**TASK ITEM:**
The data that follows is to be copied exactly, with each image removed.

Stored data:
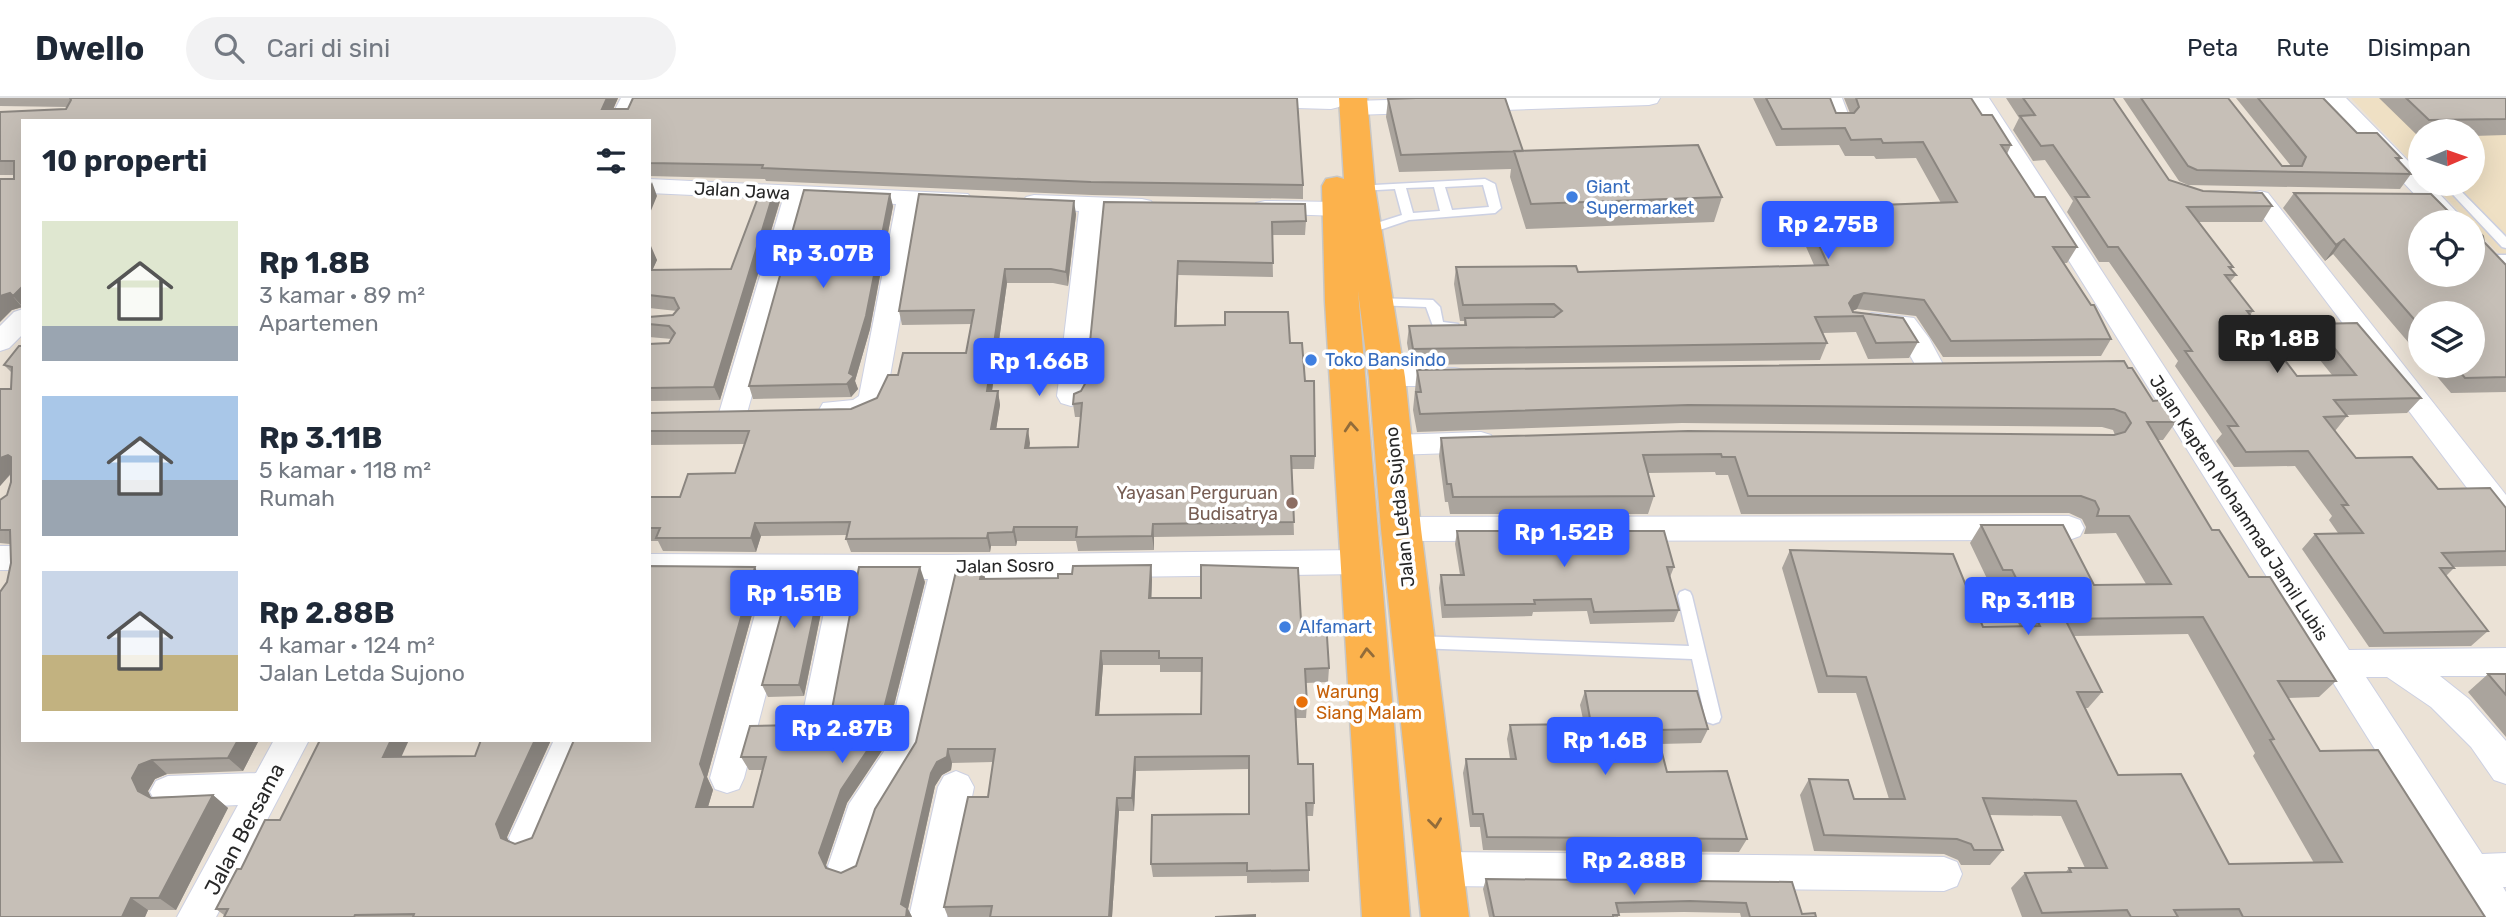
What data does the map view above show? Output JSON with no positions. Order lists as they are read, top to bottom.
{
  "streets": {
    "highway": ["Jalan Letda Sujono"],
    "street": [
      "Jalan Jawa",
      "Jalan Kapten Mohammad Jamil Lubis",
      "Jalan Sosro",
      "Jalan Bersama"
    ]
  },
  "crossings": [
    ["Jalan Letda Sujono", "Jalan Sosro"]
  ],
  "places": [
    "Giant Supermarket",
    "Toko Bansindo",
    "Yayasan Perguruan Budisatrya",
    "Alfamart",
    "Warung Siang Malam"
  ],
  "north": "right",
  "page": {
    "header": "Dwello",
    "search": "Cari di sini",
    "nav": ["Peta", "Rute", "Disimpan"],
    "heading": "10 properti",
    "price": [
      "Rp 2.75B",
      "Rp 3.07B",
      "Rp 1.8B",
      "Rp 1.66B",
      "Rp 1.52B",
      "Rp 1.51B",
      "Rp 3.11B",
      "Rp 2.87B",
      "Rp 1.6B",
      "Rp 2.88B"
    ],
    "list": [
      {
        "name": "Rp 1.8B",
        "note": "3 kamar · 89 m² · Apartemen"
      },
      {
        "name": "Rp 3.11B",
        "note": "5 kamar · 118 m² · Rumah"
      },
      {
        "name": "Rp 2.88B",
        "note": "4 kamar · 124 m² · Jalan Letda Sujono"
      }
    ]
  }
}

**SOLUTION FOR THIS PROBLEM:**
What data does the map view above show? Output JSON with no positions. Order lists as they are read, top to bottom.
{
  "streets": {
    "highway": ["Jalan Letda Sujono"],
    "street": [
      "Jalan Jawa",
      "Jalan Kapten Mohammad Jamil Lubis",
      "Jalan Sosro",
      "Jalan Bersama"
    ]
  },
  "crossings": [
    ["Jalan Letda Sujono", "Jalan Sosro"]
  ],
  "places": [
    "Giant Supermarket",
    "Toko Bansindo",
    "Yayasan Perguruan Budisatrya",
    "Alfamart",
    "Warung Siang Malam"
  ],
  "north": "right",
  "page": {
    "header": "Dwello",
    "search": "Cari di sini",
    "nav": ["Peta", "Rute", "Disimpan"],
    "heading": "10 properti",
    "price": [
      "Rp 2.75B",
      "Rp 3.07B",
      "Rp 1.8B",
      "Rp 1.66B",
      "Rp 1.52B",
      "Rp 1.51B",
      "Rp 3.11B",
      "Rp 2.87B",
      "Rp 1.6B",
      "Rp 2.88B"
    ],
    "list": [
      {
        "name": "Rp 1.8B",
        "note": "3 kamar · 89 m² · Apartemen"
      },
      {
        "name": "Rp 3.11B",
        "note": "5 kamar · 118 m² · Rumah"
      },
      {
        "name": "Rp 2.88B",
        "note": "4 kamar · 124 m² · Jalan Letda Sujono"
      }
    ]
  }
}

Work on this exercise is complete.